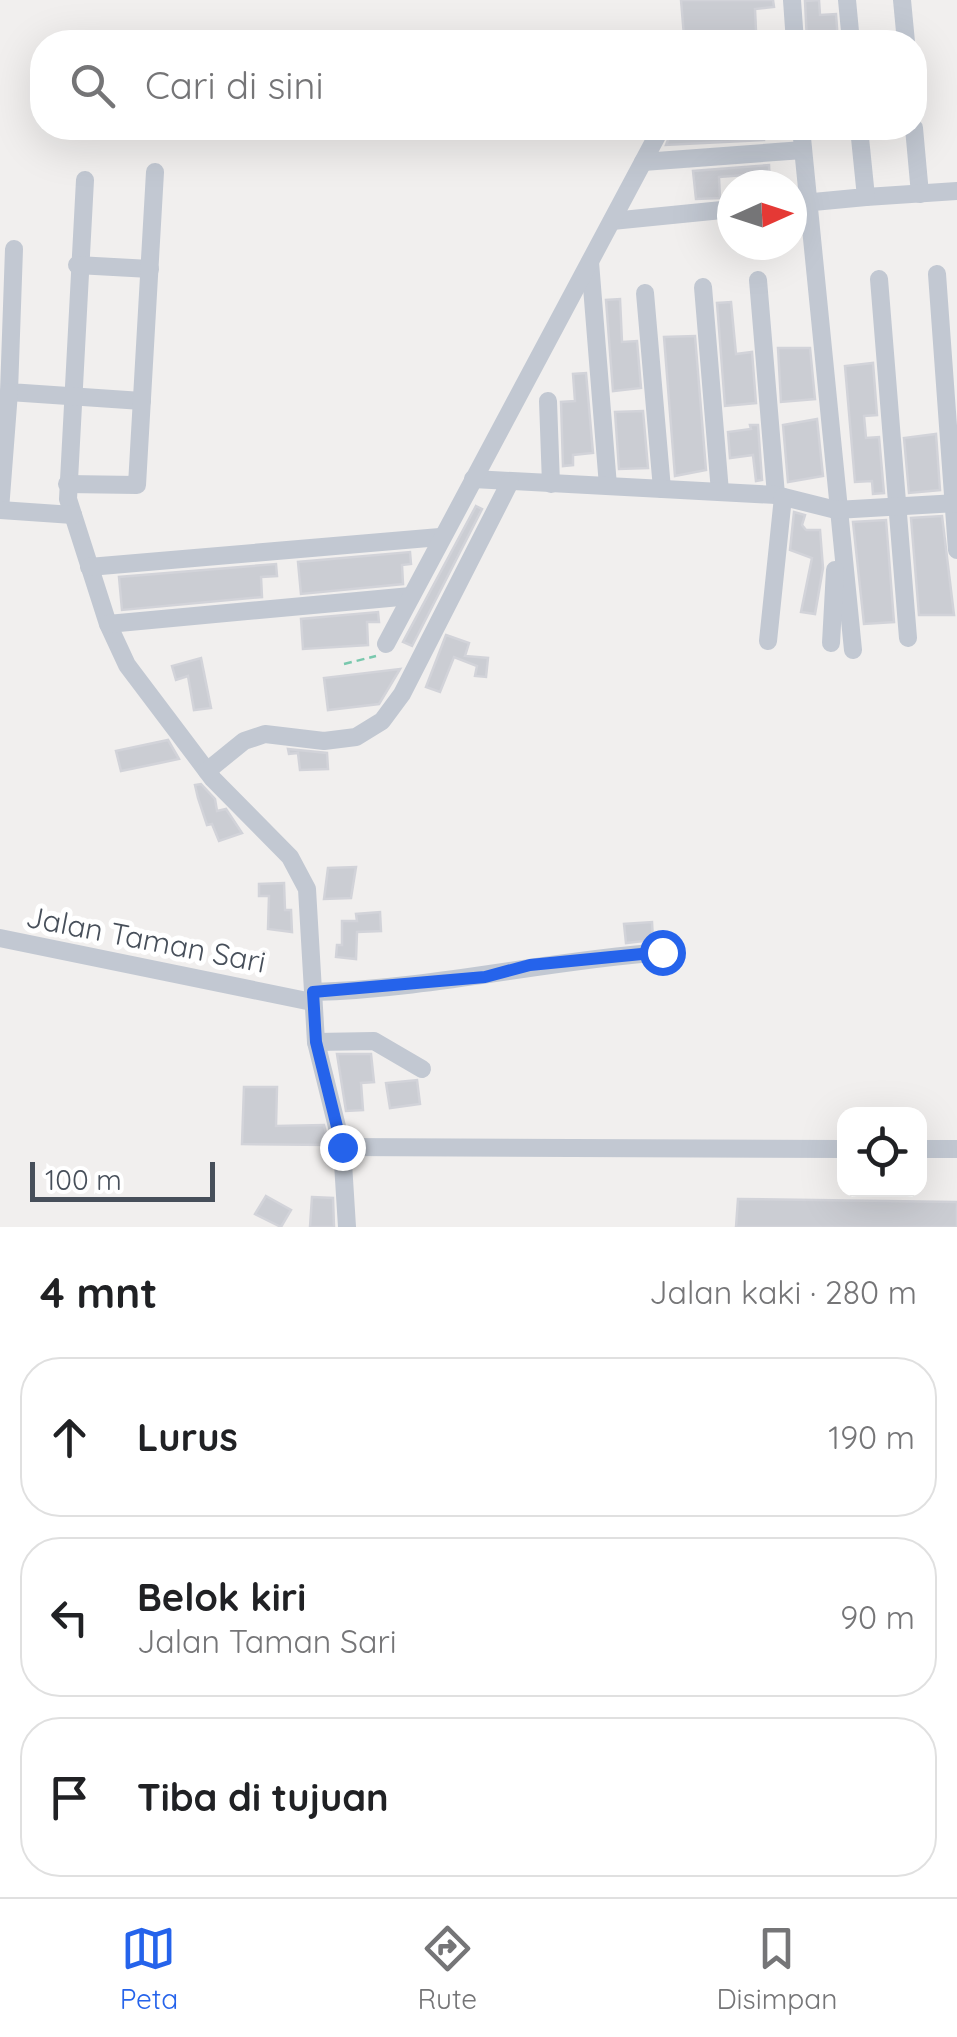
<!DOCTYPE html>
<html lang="id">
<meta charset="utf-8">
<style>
body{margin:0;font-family:Quicksand,sans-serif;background:#f6f6f6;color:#202124}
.controls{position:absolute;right:30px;bottom:30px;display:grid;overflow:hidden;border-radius:20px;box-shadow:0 10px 40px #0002}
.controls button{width:90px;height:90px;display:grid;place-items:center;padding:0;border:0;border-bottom:2px solid #e0e0e0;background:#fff;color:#202124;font:50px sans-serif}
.compass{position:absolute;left:717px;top:170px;width:90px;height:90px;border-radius:50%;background:#fff;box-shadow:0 10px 40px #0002;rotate:87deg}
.scale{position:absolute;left:30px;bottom:25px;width:185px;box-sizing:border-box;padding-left:10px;border:5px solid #474f5a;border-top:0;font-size:28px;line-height:35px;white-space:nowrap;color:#474f5a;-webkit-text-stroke:8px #fff;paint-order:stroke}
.stop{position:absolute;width:30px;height:30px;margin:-22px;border:8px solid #2563eb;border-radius:50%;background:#fff}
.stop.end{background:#2563eb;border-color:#fff;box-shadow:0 2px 10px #0008}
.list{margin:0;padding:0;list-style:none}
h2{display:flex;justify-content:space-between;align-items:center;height:130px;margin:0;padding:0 40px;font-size:42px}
h2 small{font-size:32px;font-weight:400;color:#757577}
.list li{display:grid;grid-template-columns:65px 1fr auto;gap:30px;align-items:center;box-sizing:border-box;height:160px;margin:0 20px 20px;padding:0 20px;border:2px solid #e0e0e0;border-radius:40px}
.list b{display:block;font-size:38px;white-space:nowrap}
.list p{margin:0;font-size:32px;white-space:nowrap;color:#757577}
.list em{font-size:32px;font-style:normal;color:#757577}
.icon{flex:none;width:55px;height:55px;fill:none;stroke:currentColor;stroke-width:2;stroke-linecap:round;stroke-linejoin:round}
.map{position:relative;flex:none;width:957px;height:1227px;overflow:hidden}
.search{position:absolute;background:#fff;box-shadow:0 10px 40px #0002;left:30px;right:30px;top:30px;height:110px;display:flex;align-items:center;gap:25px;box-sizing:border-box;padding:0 35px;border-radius:40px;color:#757577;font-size:38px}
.sheet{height:670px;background:#fff}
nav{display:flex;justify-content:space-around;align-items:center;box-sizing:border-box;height:140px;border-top:2px solid #e0e0e0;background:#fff;font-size:28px;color:#757577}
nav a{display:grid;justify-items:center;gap:5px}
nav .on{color:#2563eb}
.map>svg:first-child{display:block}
</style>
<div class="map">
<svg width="957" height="1227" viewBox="0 0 957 1227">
<rect width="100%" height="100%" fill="#f1efee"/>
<!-- building -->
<g fill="#cbcdd3" stroke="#d2d3d9" stroke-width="2.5">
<polygon points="681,0 773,0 774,7 755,9 756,31 684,36"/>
<polygon points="819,0 820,15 836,14 838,42 807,41 805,1"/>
<polygon points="764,128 764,140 666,145 671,132"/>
<polygon points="769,165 770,185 745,185 745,175 719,177 720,198 696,199 693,171"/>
<polygon points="620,299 622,342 637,341 641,388 613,391 606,300"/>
<polygon points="731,302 736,354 752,352 756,403 725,406 717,303"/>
<polygon points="695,336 706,470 675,476 664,337"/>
<polygon points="778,348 810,348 815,399 781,402"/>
<polygon points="873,363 877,415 864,416 866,438 879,437 884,493 873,494 872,481 855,482 845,366"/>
<polygon points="586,373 593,453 573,455 573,465 563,466 561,402 575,401 573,374"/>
<polygon points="643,411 648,468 619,469 615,412"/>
<polygon points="817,419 823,476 788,482 783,425"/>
<polygon points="750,425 758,425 762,480 756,481 753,455 730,458 728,432 751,429"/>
<polygon points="936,434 940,490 909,493 904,438"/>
<polygon points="476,506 482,509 412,646 403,642"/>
<polygon points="794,512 805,515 802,525 806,530 820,530 823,568 815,614 801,612 812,558 790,550"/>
<polygon points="942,516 954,615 919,615 911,518"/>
<polygon points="886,520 894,622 864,624 853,522"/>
<polygon points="410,552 411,564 402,565 403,584 301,594 298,562"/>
<polygon points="276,564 277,576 261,577 262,597 122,610 119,577"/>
<polygon points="378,612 379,622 367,622 368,645 303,649 301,619"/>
<polygon points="446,635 469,643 465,656 488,658 486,677 475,676 477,666 454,657 440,692 426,687"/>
<polygon points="201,658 211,708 194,710 188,676 176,680 172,666"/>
<polygon points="400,669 379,704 328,710 324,678"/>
<polygon points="168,740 179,759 121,771 116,751"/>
<polygon points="288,749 327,753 328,769 300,770 298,753 289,754"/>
<polygon points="201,784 215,799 217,811 226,809 242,833 219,841 212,824 207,825 198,798 195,785"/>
<polygon points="356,867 351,898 324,899 328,868"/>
<polygon points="284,883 285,910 291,910 292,932 268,929 269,896 259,896 259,884"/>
<polygon points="380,912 381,931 357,932 356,959 336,957 337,945 342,945 342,921 357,921 356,914"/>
<polygon points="652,922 653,940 626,943 624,924"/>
<polygon points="337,1054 371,1054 374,1082 361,1083 363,1110 346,1111"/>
<polygon points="417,1080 420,1104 390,1108 386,1083"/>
<polygon points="244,1087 277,1087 276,1126 324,1125 329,1145 242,1144"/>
<polygon points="266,1196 291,1210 281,1227 255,1214"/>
<polygon points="312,1197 333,1198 334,1227 310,1227"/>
<polygon points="738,1199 957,1202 957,1227 736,1227"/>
</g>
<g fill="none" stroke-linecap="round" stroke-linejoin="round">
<!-- path -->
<polyline stroke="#79c8ad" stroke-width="2.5" stroke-dasharray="8 5" stroke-linecap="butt" points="344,664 376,656"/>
<!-- minor -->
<g stroke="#c2c8d2" stroke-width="18">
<polyline points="792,0 795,42"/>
<polyline points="847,0 851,42"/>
<polyline points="902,0 906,42"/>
<polyline points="801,128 853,650"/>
<polyline points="914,128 920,194"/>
<polyline points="643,162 803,150"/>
<polyline points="85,180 68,499 108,624 127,665 213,779 290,857 307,889 316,1042 342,1147 347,1227"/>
<polyline points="866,197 957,191"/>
<polyline points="792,204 866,197 859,128"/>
<polyline points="612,221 732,209"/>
<polyline points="14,249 9,392 142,401"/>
<polyline points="590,262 608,486"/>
<polyline points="77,265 150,269"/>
<polyline points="937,274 957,550"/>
<polyline points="879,279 908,638"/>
<polyline points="758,280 776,495"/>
<polyline points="703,287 720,492"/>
<polyline points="645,293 662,489"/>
<polyline points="548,401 551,484"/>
<polyline points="473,479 776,495 836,510 957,503"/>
<polyline points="67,484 137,485 155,172"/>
<polyline points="0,510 9,392"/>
<polyline points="0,510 73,515"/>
<polyline points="89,567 440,537"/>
<polyline points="108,624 411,596"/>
<polyline points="768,641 783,497"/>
<polyline points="831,643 835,570"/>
<polyline points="386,644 659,132"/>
<polyline points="207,771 244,741 265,734 324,741 356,737 382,721 402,694 510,482"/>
<polyline points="0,938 312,1002"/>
<path d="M313,992C429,989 545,961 662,952"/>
<polyline points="316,1042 374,1041 422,1069"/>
<polyline points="342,1147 844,1149"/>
<polyline points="920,1149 957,1149"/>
</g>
</g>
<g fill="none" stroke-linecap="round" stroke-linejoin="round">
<!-- route -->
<polyline stroke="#2563eb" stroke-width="12" points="342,1147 316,1042 313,992 485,977 530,965 662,952"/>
</g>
<g text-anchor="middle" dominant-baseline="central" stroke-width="10" stroke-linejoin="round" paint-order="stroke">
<!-- street labels -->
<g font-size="30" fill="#474f5a" stroke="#fff">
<text transform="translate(146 939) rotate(11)">Jalan Taman Sari</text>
</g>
</g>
</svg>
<div class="controls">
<button><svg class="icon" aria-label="locate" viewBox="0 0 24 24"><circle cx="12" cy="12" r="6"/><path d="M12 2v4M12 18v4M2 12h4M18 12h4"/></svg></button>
</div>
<svg class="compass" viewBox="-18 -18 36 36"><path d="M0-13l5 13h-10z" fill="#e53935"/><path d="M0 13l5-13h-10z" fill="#757577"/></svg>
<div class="scale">100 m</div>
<div class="stop" style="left:662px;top:952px"></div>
<div class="stop end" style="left:342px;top:1147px"></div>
<div class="search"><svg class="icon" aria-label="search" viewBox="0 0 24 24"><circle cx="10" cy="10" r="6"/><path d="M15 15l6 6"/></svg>Cari di sini</div>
</div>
<section class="sheet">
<h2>4 mnt<small>Jalan kaki · 280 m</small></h2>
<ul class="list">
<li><svg class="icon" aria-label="ahead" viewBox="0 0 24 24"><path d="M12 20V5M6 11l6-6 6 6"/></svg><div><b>Lurus</b></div><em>190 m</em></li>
<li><svg class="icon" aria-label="left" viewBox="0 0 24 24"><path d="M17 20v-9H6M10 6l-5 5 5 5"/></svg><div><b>Belok kiri</b><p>Jalan Taman Sari</p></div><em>90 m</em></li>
<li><svg class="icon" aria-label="arrive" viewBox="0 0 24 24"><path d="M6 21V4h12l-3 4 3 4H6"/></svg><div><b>Tiba di tujuan</b></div></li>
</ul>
</section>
<nav>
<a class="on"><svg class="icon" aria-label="map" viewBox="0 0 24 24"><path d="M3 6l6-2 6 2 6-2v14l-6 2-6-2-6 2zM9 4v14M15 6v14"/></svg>Peta</a>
<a><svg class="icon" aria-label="directions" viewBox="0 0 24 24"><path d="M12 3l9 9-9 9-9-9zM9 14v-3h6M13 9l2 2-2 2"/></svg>Rute</a>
<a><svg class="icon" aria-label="saved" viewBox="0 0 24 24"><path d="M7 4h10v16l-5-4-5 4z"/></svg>Disimpan</a>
</nav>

+ + +

=== Task brief ===
Please return all lines in the material above that include the word "grid".

=== Expected answer ===
.controls{position:absolute;right:30px;bottom:30px;display:grid;overflow:hidden;border-radius:20px;box-shadow:0 10px 40px #0002}
.controls button{width:90px;height:90px;display:grid;place-items:center;padding:0;border:0;border-bottom:2px solid #e0e0e0;background:#fff;color:#202124;font:50px sans-serif}
.list li{display:grid;grid-template-columns:65px 1fr auto;gap:30px;align-items:center;box-sizing:border-box;height:160px;margin:0 20px 20px;padding:0 20px;border:2px solid #e0e0e0;border-radius:40px}
nav a{display:grid;justify-items:center;gap:5px}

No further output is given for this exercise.